Madame X spreads a line of stars across the table and asks me to pick nine cards intuitively.

Is this silly? I want to give in to the heavy smell of incense wafting in from the new age shop, to the chanting on the sound system, give up some control to chance—but I can’t stop thinking of order and odds and the power of suggestion. I gave up on healing crystals a long time ago, and accepted into my heart the truth of neurotransmitters.

I fear fortunes written on the body: an umbilical cord around a neck, telomeres with frayed ends, an imbalance of serotonin that causes dreams of exit bags, lesions on the myelin sheath, the chance chromosomal oddity, the development of amyloid plaques that will make you forget and slowly vanish—true fate.

The star-patterned tarot deck is fanned across the table. A plethora of choice. What should I be drawn to? Will Madame X know I’m picking the blue and white cards at random, unable to feel the ‘vibrations’ or whatever is supposed to emanate from the pictures on the obverse side?

She reads out names as she flips and arranges my cards.

“Four of cups, The Lovers, seven of wands, seven of swords, seven of cups, The Fool, two of pentacles, The Devil, ten wands.”

She squints at the pattern of sevens with interest. “Cool!” she says. The three sevens indicate doubt and change.

“You’re having a lot of skepticism about everything that’s going on in your life. Calling everything up for question. After going through that process we are hit by this clarity. We decide to live our path differently.”

Could she tell I’m not a believer? Maybe it’s in my face, or the way I can’t keep my hands still in my lap.

The Lovers, the Fool and the Devil are from a group of cards known as the major arcana. They correspond to life altering patterns. The numbered suits—the wands, swords, cups, pentacles—are everyday conditions, the minor arcana.

“Imagine this new weather system coming in,” X says of the major arcana.

“Early on you might experience the energy of that card in small ways. You might see it every time you turn on the T.V., in conversations you have. When it finally moves into your life, you’ll get the full impact of it. This is the baseline of your life, where it’s heading.”

She weaves a beautiful narrative into the air, measuring and lining factors together, integrating small personal details she has culled from our minutes face to face.
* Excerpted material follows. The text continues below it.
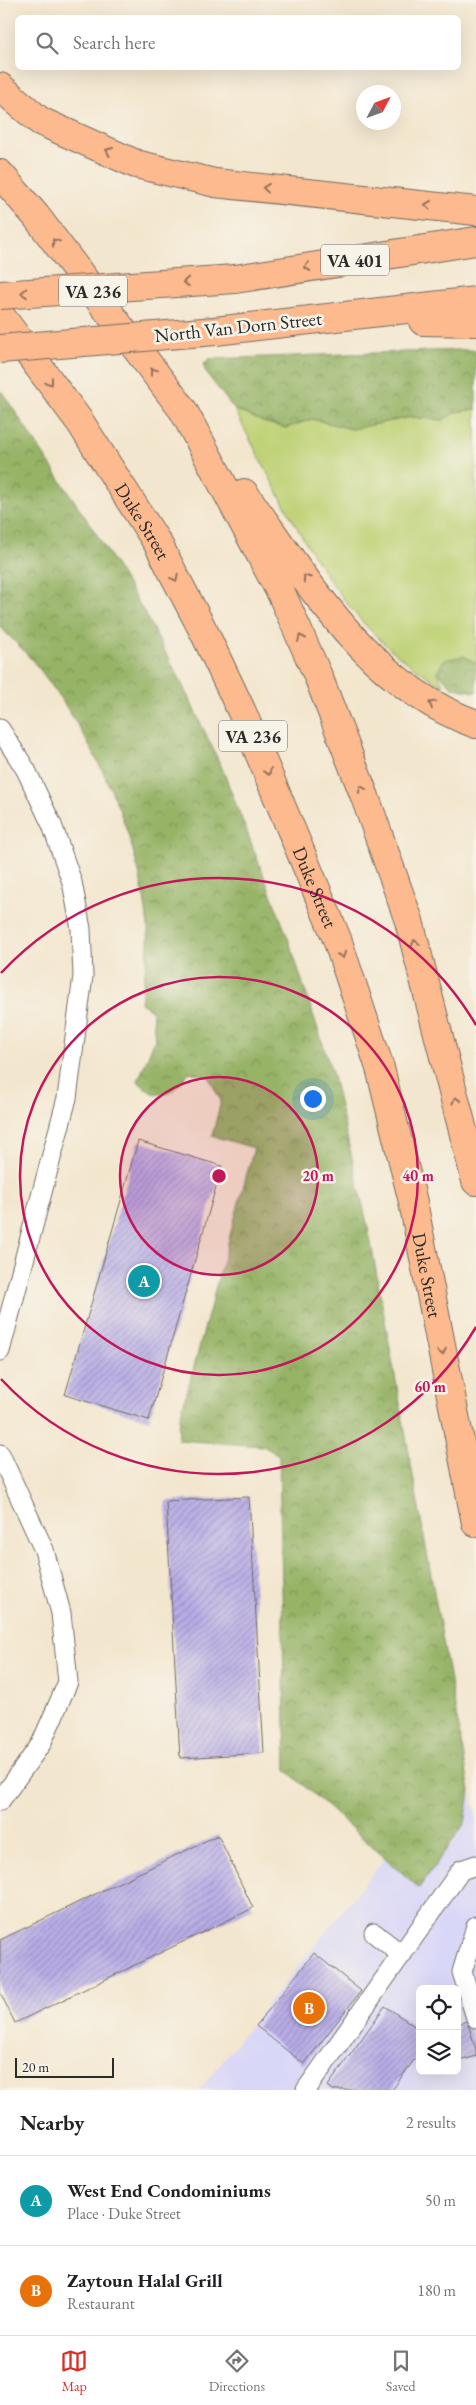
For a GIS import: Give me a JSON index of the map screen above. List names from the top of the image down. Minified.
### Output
{"streets":{"main road":["VA 401","VA 236","North Van Dorn Street","Duke Street"]},"scale_bar":"20 m","north":"top right","page":{"search":"Search here","pins":["A","B"],"scale":"20 m","heading":["Nearby","2 results"],"list":[{"mark":"A","name":"West End Condominiums","note":"Place · Duke Street","value":"50 m"},{"mark":"B","name":"Zaytoun Halal Grill","note":"Restaurant","value":"180 m"}],"nav":["Map","Directions","Saved"]},"rings":["20 m","40 m","60 m"]}
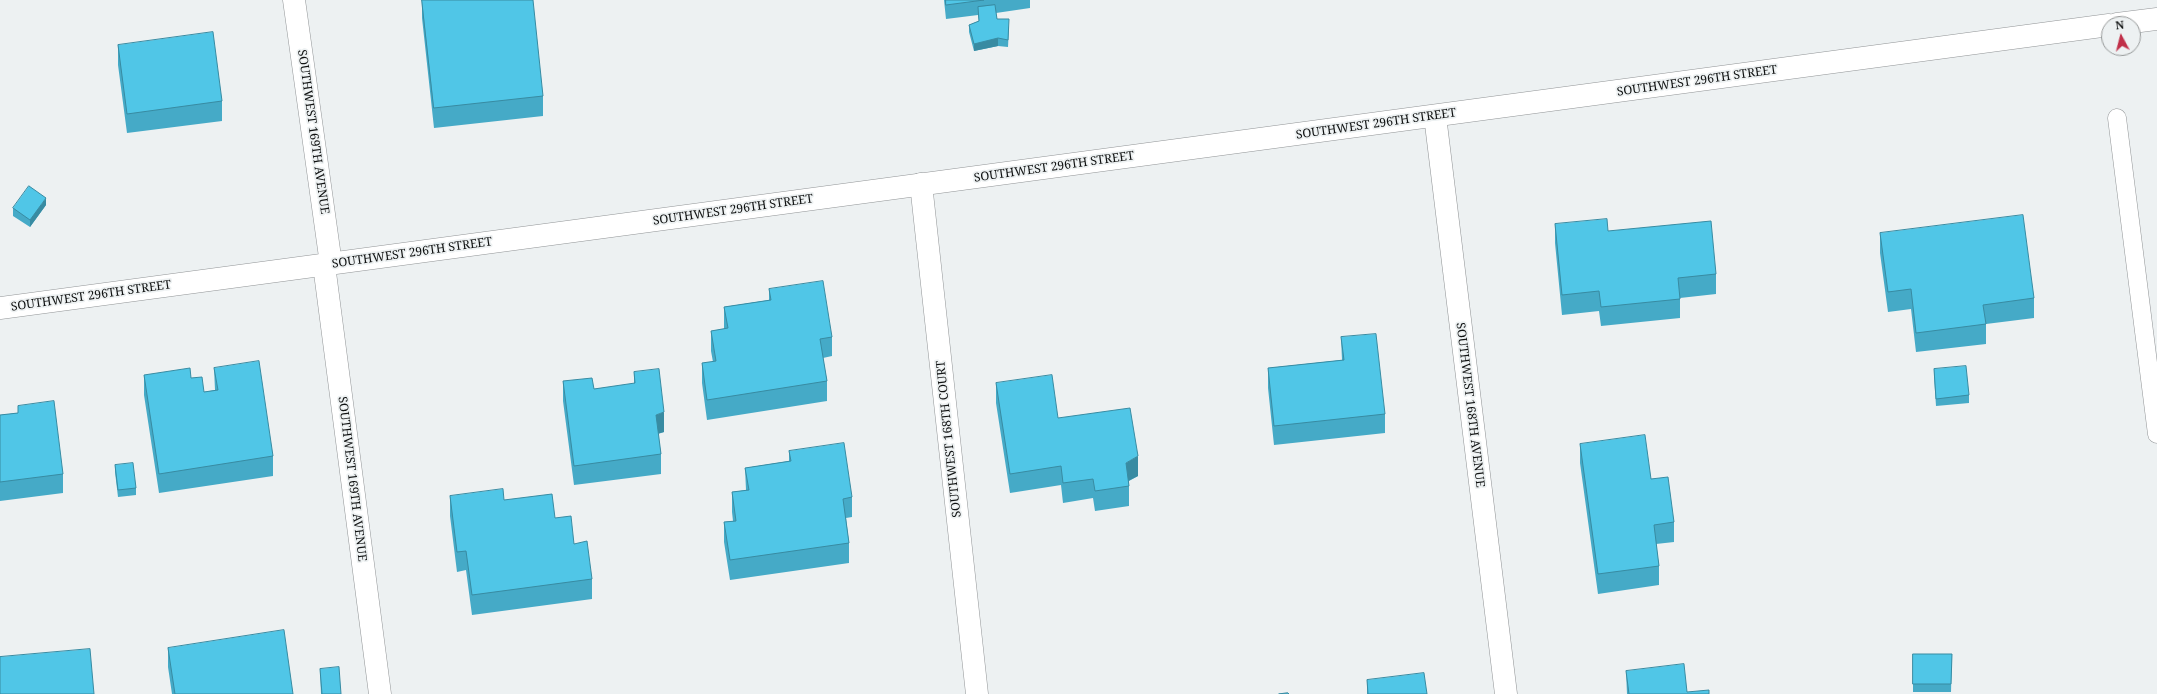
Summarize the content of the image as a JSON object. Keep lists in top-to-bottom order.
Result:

The two of pentacles with the Lovers indicates the likelihood of an intense, love-hate relationship—a balancing act of differing forces. The sevens and the Fool, the possibility of out-of-character life choices and opportunities. The Devil says to enjoy the excess brought by opportunity, but don’t get carried away.

The delicate interaction she builds is mathematical. Fortune telling is a performance, somewhere between improv comic, shrink and priest.

She forecasts the offer of a position “that would require a great deal of commitment from you, and may shock people. There seems to be the idea that it’s far away, whether it’s Thailand or India or Toronto.”

The other major forecast is a “volatile” (“with the Devil, watch out for possible co-dependence”) relationship that shifts between extremes.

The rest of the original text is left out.